1. Field of the Invention
This invention relates to a device for the collection and separation of two-phase liquids such as blood. Optionally, the same device can be used to dispense the serum so separated.
2. State of the Prior Art
Of the many devices available to provide blood serum for analysis, the one which has become the norm is the evacuated container. This is simply a partially evacuated glass tube openable at one end except for a septum placed there. One particularly useful improvement of such an evacuated container comprises such a glass tube with a movable plug contained within the tube. The plug is preferably a silica gel, with or without a plastic cup-like mandrel positioned with its open end pointed to the septum. By reason of the vacuum, collected blood is easily drawn into the container. The container is then spun about a centrifuge axis adjacent to the septum end, and the gel by reason of its selected specific gravity works up to the serum-cell interface where it plugs the container against remixing of the serum and cells. An example of such a container without the mandrel is shown in U.S. Pat. No. 3,852,194.
Although such a device is useful in separating the serum from the cells, it has not avoided transfer difficulties after the serum is separated. That is, after centrifuging, the serum is commonly poured off into yet another container for the desired clinical testing. All such transfer operations are time consuming, requiring either hand processing or complicated, expensive automatic handling. Furthermore, whenever there is a transfer of a liquid sample to a separate, open container, the sample is aerated and CO.sub.2 loss or gain can occur. There is also the danger of improper transfer, either by the use of the wrong container, by the improper patient labeling of the new container, or by both. Still further, contamination of the serum by foreign materials can occur, including, for example, contamination by blood cells collected at the septum-container interface prior to centrifuging, a condition known as "blood-ring contamination."
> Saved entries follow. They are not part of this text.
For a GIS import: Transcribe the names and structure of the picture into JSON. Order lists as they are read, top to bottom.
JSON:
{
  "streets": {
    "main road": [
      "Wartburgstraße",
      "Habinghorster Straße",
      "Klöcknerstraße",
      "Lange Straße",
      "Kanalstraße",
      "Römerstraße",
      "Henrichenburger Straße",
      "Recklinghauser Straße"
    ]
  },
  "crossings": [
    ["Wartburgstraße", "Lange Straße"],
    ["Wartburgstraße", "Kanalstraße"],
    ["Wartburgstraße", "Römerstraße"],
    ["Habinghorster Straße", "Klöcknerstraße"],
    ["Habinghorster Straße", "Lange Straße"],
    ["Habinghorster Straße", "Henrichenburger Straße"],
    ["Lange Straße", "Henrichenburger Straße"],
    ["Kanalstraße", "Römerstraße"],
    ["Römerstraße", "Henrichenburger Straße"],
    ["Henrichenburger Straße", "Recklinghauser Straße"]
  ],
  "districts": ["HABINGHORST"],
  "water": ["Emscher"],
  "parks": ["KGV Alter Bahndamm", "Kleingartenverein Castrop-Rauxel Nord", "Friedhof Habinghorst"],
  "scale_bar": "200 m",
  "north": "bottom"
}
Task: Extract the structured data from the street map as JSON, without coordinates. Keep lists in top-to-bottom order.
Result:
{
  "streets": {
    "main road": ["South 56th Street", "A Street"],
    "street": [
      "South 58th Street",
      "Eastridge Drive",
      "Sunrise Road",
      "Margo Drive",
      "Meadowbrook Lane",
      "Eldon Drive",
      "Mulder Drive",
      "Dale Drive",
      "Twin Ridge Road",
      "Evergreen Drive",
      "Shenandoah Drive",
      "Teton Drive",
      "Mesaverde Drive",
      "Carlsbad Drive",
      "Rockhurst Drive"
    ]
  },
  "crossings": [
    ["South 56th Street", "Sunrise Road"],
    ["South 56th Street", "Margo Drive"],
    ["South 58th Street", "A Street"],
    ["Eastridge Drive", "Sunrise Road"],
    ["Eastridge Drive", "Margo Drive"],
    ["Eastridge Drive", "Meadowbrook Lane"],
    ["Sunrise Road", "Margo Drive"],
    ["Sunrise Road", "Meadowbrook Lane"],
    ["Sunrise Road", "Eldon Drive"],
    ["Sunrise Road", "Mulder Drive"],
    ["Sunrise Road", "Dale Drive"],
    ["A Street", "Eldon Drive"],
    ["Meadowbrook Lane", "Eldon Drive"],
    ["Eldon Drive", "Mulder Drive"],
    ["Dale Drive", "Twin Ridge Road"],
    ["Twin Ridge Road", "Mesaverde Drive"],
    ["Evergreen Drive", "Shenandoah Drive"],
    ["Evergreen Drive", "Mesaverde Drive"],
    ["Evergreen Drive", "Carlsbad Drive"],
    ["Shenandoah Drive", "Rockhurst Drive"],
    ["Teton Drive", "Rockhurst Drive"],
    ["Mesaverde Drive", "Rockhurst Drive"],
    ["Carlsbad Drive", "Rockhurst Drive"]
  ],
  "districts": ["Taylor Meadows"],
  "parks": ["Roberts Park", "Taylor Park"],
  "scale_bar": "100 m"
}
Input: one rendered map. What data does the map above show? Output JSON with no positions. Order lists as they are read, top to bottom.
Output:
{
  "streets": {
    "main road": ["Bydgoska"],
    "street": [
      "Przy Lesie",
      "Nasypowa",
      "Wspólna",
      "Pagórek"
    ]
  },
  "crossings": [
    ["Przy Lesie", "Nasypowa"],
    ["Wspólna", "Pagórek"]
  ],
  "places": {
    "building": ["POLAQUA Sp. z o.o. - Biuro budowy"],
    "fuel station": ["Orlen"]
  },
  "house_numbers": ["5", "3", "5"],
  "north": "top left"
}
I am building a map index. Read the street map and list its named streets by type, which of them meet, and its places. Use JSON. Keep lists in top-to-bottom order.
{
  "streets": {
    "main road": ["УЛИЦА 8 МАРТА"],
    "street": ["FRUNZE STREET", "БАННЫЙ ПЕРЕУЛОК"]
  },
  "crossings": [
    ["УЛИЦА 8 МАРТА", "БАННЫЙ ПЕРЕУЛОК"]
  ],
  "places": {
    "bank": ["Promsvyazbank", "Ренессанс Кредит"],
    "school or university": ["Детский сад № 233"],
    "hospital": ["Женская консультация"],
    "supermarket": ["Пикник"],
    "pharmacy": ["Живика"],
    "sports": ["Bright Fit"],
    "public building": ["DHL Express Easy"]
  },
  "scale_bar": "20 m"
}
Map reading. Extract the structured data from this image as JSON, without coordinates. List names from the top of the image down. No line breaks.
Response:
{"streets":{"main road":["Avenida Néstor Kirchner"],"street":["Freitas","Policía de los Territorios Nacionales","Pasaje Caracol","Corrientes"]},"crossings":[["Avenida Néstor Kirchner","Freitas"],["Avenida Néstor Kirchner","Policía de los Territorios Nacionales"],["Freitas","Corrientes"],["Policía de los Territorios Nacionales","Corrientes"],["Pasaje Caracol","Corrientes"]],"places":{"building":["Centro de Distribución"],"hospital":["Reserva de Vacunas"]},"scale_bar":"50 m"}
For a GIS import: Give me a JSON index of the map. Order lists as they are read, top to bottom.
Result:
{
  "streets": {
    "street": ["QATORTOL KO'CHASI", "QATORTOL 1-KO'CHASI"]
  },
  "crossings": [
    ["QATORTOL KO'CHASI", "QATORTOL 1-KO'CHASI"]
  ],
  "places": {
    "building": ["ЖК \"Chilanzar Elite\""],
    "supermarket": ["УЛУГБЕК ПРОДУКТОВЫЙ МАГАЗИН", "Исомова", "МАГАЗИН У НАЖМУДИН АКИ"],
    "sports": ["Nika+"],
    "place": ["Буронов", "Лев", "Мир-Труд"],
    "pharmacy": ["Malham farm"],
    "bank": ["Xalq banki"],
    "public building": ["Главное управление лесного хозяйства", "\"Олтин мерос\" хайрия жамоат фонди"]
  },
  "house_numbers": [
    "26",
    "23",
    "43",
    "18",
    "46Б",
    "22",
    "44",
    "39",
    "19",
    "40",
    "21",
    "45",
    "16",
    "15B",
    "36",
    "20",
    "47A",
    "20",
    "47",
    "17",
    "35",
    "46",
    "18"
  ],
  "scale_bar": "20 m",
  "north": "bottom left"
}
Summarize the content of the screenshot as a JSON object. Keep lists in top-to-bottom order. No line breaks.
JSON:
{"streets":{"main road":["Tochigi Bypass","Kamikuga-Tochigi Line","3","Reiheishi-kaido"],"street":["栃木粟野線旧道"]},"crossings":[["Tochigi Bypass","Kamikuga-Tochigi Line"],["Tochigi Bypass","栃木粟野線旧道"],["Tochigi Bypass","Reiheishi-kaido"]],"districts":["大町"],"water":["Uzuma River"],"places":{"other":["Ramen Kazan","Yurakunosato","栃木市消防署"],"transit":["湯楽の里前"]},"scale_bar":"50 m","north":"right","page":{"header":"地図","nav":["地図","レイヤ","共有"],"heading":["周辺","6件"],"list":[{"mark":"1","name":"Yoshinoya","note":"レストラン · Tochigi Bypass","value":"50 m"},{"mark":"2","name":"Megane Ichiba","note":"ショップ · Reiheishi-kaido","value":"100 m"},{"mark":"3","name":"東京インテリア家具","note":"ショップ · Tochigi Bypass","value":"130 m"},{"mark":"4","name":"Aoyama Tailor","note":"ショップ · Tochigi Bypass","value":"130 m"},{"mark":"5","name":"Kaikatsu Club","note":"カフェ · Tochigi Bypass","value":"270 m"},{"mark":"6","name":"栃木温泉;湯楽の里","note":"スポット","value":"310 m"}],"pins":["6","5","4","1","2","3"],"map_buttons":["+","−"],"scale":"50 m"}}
Still other drawbacks concerning evacuated containers are that the rapid intake tends to cause hemolysis by reason of the high shear rate, particularly when flow is through reduced diameters; the vacuum can cause collapse of the patient's vein; and occasionally the containers become "flat", i.e., they lose their vacuum. In such a case of a "flat" container, the broken seal is generally insufficient to create a truly vented configuration, so that the hydrostatic pressure of the veins from which the blood is drawn encounters back pressure, and the rate of fill is insufficient. When the container is formed from solid glass, it is not possible prior to actual use to determine the loss of vacuum merely by visual inspection, and the result is that the patient has to wait while the technician looks for a new container.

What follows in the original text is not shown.